Voila un livre qui a sa sortie en 1966 a ete ressenti comme une bouffee d'air frais et a depuis ete salue comme un petit chef-d'oeuvre. Mais beaucoup d'eau et beaucoup d'encre ont coule sous les ponts depuis que Franco se targuait sur tous les murs d'avoir amene “25 Anos de Paz!”, 25 ans de paix, et que tout le monde savait que c'avaient ete 25 ans de baillonnement, 25 ans d'etouffement, et pour de tres nombreux 25 ans de malheur. Lu aujourd'hui, en plus de ses qualites litteraires j'y vois un document sociologique tres bien cible sur son temps, mais je n'irais pas jusqu'a le qualifier de chef-d'oeuvre.


Et c'est quoi ce livre? Un long monologue. le monologue d'une femme qui vient de perdre son mari, victime d'un infarctus. Une fois la famille et les amis venus presenter leurs condoleances partis, elle va le veiller toute la nuit, le veiller et lui parler, lui faire part, enfin, de ses doleances. Lui egrener tous les reproches qu'elle n'a jamais eu le courage de lui adresser en vie.

Son monologue, ses rancoeurs et ses reproches la devoilent: une petite bourgeoise que “l'ordre” franquiste tranquillise surement.
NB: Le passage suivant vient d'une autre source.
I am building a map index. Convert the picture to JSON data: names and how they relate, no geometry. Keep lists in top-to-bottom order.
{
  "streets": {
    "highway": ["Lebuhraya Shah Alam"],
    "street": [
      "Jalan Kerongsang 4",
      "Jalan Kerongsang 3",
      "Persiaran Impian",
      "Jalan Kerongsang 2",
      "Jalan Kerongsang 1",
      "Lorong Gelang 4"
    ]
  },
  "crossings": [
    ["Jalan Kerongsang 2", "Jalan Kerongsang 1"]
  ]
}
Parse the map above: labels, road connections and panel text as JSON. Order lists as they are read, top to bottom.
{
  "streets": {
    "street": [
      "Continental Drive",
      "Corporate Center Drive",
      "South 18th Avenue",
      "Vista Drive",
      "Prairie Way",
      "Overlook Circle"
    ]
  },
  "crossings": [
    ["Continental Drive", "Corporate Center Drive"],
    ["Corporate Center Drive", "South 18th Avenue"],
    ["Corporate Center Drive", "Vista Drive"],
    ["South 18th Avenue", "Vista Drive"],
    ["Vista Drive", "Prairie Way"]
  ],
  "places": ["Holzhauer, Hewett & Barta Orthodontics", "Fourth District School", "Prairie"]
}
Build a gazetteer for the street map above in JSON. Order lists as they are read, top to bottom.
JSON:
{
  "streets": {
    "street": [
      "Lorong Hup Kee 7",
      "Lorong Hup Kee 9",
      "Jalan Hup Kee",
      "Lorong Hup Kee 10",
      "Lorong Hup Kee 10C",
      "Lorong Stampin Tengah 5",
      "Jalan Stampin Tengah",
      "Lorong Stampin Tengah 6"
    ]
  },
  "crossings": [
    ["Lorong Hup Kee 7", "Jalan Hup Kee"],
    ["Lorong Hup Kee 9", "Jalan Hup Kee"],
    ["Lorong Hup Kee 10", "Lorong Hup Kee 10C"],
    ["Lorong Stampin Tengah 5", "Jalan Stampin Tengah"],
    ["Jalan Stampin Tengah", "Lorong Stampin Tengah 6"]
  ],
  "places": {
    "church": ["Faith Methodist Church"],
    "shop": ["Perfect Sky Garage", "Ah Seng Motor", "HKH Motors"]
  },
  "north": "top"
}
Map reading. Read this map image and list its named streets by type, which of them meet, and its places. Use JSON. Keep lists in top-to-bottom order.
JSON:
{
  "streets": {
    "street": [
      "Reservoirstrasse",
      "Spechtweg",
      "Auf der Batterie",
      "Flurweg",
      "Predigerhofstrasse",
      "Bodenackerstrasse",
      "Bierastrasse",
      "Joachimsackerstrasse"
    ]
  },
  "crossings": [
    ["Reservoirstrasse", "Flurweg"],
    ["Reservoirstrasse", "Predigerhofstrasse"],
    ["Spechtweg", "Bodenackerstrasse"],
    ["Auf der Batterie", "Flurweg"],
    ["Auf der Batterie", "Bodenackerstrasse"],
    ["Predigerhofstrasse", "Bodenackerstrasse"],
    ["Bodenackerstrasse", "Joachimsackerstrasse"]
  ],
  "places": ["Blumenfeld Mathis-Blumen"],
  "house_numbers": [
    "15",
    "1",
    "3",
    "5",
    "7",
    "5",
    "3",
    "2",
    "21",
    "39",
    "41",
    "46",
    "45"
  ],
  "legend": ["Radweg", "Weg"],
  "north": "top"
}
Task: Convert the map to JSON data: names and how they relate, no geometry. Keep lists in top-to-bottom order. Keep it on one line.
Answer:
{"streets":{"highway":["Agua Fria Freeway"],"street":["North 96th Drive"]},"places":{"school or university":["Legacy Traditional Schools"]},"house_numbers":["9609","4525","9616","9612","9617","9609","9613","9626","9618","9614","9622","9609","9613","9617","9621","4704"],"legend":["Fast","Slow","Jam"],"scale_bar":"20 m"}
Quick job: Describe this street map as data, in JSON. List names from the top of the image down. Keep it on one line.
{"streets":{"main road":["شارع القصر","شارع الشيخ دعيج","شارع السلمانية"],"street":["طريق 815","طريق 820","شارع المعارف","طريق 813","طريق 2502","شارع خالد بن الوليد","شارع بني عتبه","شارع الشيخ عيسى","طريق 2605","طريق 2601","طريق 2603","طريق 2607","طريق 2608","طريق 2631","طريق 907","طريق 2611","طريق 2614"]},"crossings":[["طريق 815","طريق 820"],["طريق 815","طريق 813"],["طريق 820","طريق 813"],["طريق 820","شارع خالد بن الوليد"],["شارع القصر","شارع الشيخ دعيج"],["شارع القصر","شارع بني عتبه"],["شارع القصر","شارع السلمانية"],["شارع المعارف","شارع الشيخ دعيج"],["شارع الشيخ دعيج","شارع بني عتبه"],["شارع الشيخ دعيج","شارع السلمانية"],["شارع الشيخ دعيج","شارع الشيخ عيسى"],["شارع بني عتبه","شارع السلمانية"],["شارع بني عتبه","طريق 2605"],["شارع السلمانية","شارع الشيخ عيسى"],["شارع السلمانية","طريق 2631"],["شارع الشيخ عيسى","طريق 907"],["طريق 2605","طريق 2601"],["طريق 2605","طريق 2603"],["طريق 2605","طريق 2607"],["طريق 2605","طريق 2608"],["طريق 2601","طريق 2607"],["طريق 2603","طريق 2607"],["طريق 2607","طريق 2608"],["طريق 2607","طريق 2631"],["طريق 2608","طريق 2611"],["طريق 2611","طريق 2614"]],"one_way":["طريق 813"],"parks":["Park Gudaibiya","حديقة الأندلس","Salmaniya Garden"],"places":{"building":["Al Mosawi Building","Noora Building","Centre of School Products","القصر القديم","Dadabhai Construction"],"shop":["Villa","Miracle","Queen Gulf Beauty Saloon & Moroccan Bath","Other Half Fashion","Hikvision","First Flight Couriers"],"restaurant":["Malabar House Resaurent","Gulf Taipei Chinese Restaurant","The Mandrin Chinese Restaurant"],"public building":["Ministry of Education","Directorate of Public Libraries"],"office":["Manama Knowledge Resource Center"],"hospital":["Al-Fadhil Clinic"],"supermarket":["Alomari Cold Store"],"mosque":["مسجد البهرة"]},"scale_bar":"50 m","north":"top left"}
En fait elle developpe un “dictionnaire des idees recues" de l'Espagne traditionnelle. Les femmes doivent aspirer a se bien marier et pas a faire des etudes. Elles doivent evidemment garder leur virginite pour leurs maris, apres une longue periode de fiancailles. Les pauvres doivent se contenter de leur sort. Ils sont necessaires; s'il n'y avait plus de pauvres, comment accomplirait-on le tres chretien commandement de charite? L'immobilite sociale est une volonte divine. Les protestants sont la gangrene de l'Espagne (fort heureusement, il n'y a plus de juifs) et les nouveaux papes, avec leurs conciles conciliants, affaiblissent les vrais chretiens. Les francs-macons, caches, essayent de saper les assises de toute societe saine et de semer partout l'anarchie, a leur seul profit. le bon ordre social c'est que “chacun reste a sa place".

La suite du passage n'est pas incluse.